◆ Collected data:
○ ○ ○
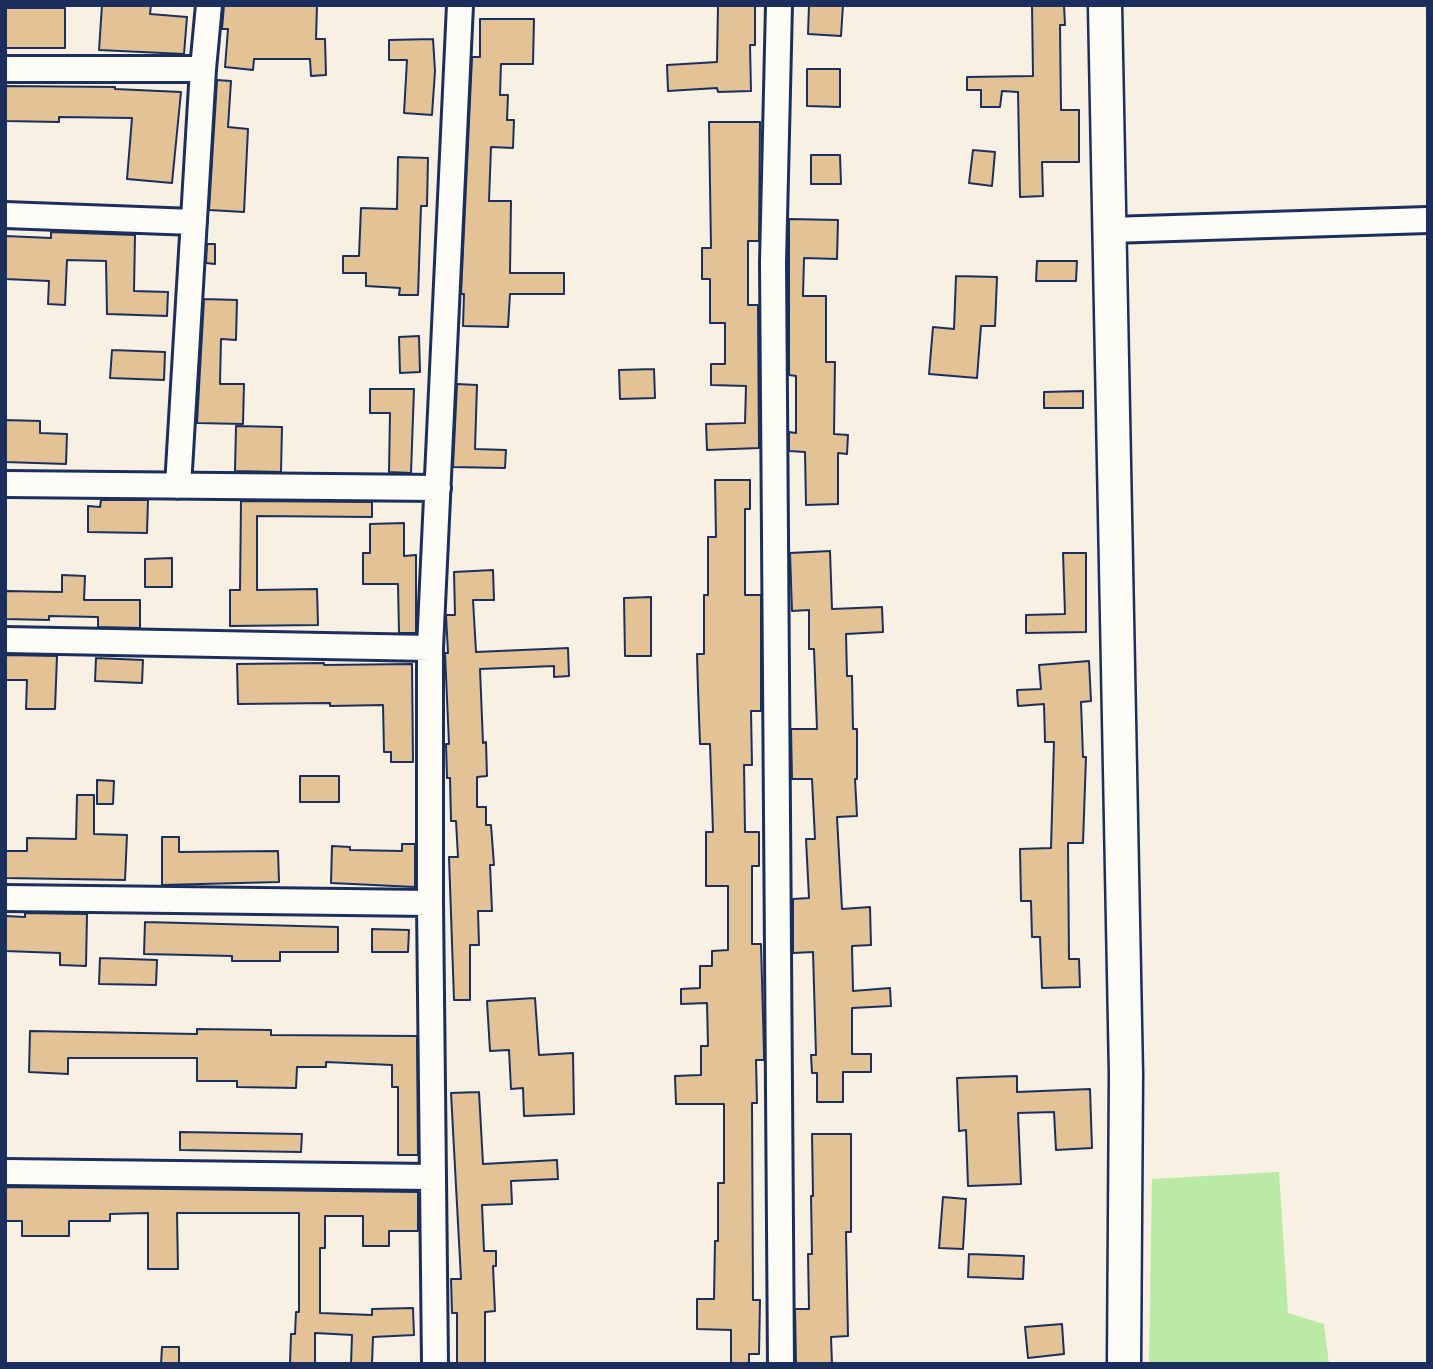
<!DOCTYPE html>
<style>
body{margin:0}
#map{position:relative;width:1433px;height:1369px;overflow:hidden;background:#f8f0e3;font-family:Pangolin,sans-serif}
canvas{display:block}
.frame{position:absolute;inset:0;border:7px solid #1b2f5e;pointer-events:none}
</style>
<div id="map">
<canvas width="1433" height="1369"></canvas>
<div class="frame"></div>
</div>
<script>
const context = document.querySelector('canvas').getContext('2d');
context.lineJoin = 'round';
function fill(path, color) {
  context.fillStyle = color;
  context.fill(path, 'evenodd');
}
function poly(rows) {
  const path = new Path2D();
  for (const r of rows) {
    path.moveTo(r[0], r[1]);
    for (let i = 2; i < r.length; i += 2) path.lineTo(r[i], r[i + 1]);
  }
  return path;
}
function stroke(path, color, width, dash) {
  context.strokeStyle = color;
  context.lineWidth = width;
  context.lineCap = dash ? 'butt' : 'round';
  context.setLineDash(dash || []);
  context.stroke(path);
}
fill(poly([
 [1279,1172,1288,1313,1324,1324,1329,1364,1149,1364,1152,1179]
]), '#bbe9a6');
const building = poly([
 [102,5,151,5,150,14,187,17,184,54,99,50,102,5],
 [224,5,317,5,316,39,325,39,326,75,311,76,310,59,254,59,253,70,225,67,228,29,222,29,224,5],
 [718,5,755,5,755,45,750,45,751,91,718,92,717,88,668,91,667,65,717,62,718,5],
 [809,5,843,5,841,36,808,34,809,5],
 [1032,5,1064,5,1065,25,1060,25,1061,110,1079,110,1079,162,1042,162,1043,196,1020,197,1018,92,1002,91,1000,107,981,107,981,90,967,90,967,77,1033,76,1032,5],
 [5,8,65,8,65,48,5,48,5,8],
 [480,19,534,19,533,64,501,64,500,95,508,95,507,120,514,120,513,148,491,147,489,201,511,201,510,273,564,273,564,294,510,294,508,327,463,326,464,294,461,294,472,57,480,57,480,19],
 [433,39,435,71,432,115,404,113,407,60,389,60,389,40,433,39],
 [807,69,840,69,840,107,807,106,807,69],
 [217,80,231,81,228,127,248,129,244,212,209,210,217,80],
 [5,86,115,87,115,89,181,92,172,183,127,179,132,118,59,117,59,122,5,121,5,86],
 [709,122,760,122,759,241,748,241,748,305,758,305,759,448,707,450,706,424,745,423,746,386,711,385,711,364,725,364,725,323,710,323,710,279,702,279,702,248,711,248,709,122],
 [973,150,995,152,992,186,969,183,973,150],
 [811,155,840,155,841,184,811,184,811,155],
 [398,157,428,158,427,206,421,206,418,295,399,295,400,288,366,286,366,273,343,273,343,256,359,256,361,208,397,209,398,157],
 [789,219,838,220,837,259,804,258,803,296,826,296,826,362,835,362,834,434,848,435,847,454,838,453,838,504,806,505,805,452,789,451,789,432,796,433,796,376,789,375,789,219],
 [51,232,135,235,134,291,168,292,167,316,107,314,106,261,67,260,65,305,48,304,49,281,5,279,5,236,51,238,51,232],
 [207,244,215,244,215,264,206,263,207,244],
 [1037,261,1077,261,1076,281,1036,281,1037,261],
 [956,276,997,277,995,326,981,326,977,378,929,374,933,327,954,329,956,276],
 [204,299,237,300,236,340,221,339,220,384,244,384,243,424,197,423,204,299],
 [419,336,420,372,400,373,399,337,419,336],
 [112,350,165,352,164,380,110,378,112,350],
 [654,369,655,398,620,399,619,370,654,369],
 [457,384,477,385,475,449,506,450,505,468,453,467,457,384],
 [370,389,414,389,411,473,389,472,390,413,370,413,370,389],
 [1083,391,1083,408,1044,408,1044,392,1083,391],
 [5,420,40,421,40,433,67,434,66,464,5,462,5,420],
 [236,426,282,427,281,472,235,471,236,426],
 [715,480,750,480,750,509,745,509,745,595,761,595,761,711,751,711,752,765,744,765,745,832,759,832,759,866,752,866,752,944,761,944,764,1053,764,1060,756,1060,757,1103,752,1103,753,1300,760,1300,759,1354,749,1354,749,1364,731,1364,731,1330,697,1329,697,1299,714,1299,715,1241,718,1241,718,1183,724,1183,724,1104,676,1104,675,1076,701,1075,701,1046,708,1046,707,1003,681,1004,681,989,700,988,700,966,712,966,712,951,728,950,728,886,706,886,706,832,713,832,710,744,700,744,698,689,697,654,704,654,704,595,708,595,708,537,716,537,715,480],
 [101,500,148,500,147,533,88,532,88,506,100,507,101,500],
 [241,501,372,502,372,517,257,516,257,590,317,589,318,625,230,626,230,590,240,590,241,501],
 [404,523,404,556,416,555,416,633,399,633,398,584,363,584,363,553,370,553,370,524,404,523],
 [830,551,832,609,882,607,883,632,846,634,847,676,852,676,853,729,857,729,857,779,855,779,857,816,837,817,842,909,870,907,871,945,852,946,853,991,890,988,891,1006,852,1008,852,1054,871,1054,871,1072,843,1072,843,1102,817,1102,817,1073,812,1073,811,1055,816,1055,813,952,793,953,793,899,809,898,806,839,815,839,812,779,792,779,791,729,817,729,814,649,809,649,809,610,792,611,790,553,830,551],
 [1063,553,1086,553,1086,632,1026,633,1026,615,1065,614,1063,553],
 [172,558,172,587,145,587,145,559,172,558],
 [493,570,494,600,473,600,476,652,568,648,569,676,554,677,554,666,480,669,483,743,486,742,487,776,477,777,477,807,486,807,486,825,491,825,494,865,490,865,492,911,478,911,479,945,470,945,470,1000,454,1000,449,857,458,857,456,821,451,821,450,778,447,778,446,744,449,744,445,653,448,653,446,615,455,615,454,572,493,570],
 [62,575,85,576,84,600,140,600,140,628,98,627,98,617,49,616,49,620,5,619,5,591,62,592,62,575],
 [651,597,651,656,625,656,624,598,651,597],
 [5,655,57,656,55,709,26,709,27,680,5,680,5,655],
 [96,658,143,660,142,683,95,681,96,658],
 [1089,661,1091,701,1081,702,1083,757,1086,757,1083,843,1068,843,1069,959,1079,959,1080,987,1042,988,1040,937,1032,937,1031,901,1021,901,1020,849,1051,848,1054,742,1045,742,1044,704,1018,706,1017,690,1041,689,1039,665,1089,661],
 [324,663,324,665,412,664,413,762,391,762,391,752,384,752,383,705,330,706,330,703,238,704,237,664,324,663],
 [300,776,339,776,339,802,300,802,300,776],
 [97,780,114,781,113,804,97,804,97,780],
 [77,795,94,795,94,834,127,835,125,880,5,878,5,851,27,851,27,838,76,839,77,795],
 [162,837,179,837,179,852,278,851,279,882,162,885,162,837],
 [402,844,415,844,415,887,331,883,332,846,350,847,350,850,402,851,402,844],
 [25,913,87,914,86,966,60,965,60,953,5,951,5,916,25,917,25,913],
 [145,922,338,927,338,952,280,952,280,961,232,961,232,956,144,954,145,922],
 [372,929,409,930,408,952,372,952,372,929],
 [100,958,157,960,156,985,99,984,100,958],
 [535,998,539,1055,573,1053,574,1114,524,1116,523,1088,511,1089,509,1050,490,1051,487,1001,535,998],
 [197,1029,271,1030,271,1035,417,1036,418,1155,398,1155,398,1087,392,1087,392,1065,326,1062,326,1067,297,1067,296,1088,237,1087,237,1081,197,1081,197,1058,68,1058,68,1074,29,1072,30,1031,197,1034,197,1029],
 [1017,1076,1017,1092,1090,1089,1092,1148,1056,1150,1054,1112,1018,1113,1021,1184,968,1186,966,1130,959,1131,957,1078,1017,1076],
 [479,1092,483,1164,557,1160,558,1179,511,1181,512,1204,482,1205,484,1251,496,1251,496,1266,493,1266,495,1311,485,1312,485,1364,457,1364,457,1313,452,1313,451,1279,461,1279,451,1093,479,1092],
 [180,1132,302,1134,301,1152,180,1150,180,1132],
 [812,1134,851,1134,851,1232,846,1232,848,1336,831,1337,832,1364,796,1364,795,1309,809,1309,808,1254,812,1254,811,1196,813,1196,812,1134],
 [5,1187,418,1192,418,1231,389,1231,389,1246,363,1246,363,1216,325,1216,325,1248,320,1248,320,1313,372,1315,372,1309,413,1308,414,1335,373,1337,372,1364,351,1364,352,1335,315,1333,315,1364,290,1364,291,1334,295,1334,296,1312,299,1312,299,1213,177,1213,178,1269,148,1269,148,1213,110,1214,110,1221,69,1221,69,1236,22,1236,22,1221,5,1221,5,1187],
 [943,1197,966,1199,963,1249,939,1248,943,1197],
 [969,1254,1024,1256,1023,1279,968,1277,969,1254],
 [1062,1324,1064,1354,1028,1358,1025,1327,1062,1324],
 [162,1347,179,1347,179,1364,161,1364,162,1347]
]);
fill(building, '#e3c295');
stroke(building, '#1b2f5e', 2);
const minor = poly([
 [779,5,773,262,781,1364],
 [5,69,203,69],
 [5,215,194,222],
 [1110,230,1428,220],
 [5,484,438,488],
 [178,486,203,69,209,5],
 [5,640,430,648],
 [5,898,430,903],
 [5,1172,433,1177],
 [435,1364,430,903,430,648,460,5]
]);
const major = poly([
 [1105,5,1126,1075,1124,1364]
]);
stroke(minor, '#1b2f5e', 30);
stroke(major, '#1b2f5e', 37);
stroke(minor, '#fdfcf7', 24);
stroke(major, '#fdfcf7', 32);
</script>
○ ○ ○
◆ Directions:
In the data above, retype exactly and only the lines between the one holding "const path = new Path2D();" and the one holding "context.lineWidth = width;", inclusive.

◆ Written solution:
  const path = new Path2D();
  for (const r of rows) {
    path.moveTo(r[0], r[1]);
    for (let i = 2; i < r.length; i += 2) path.lineTo(r[i], r[i + 1]);
  }
  return path;
}
function stroke(path, color, width, dash) {
  context.strokeStyle = color;
  context.lineWidth = width;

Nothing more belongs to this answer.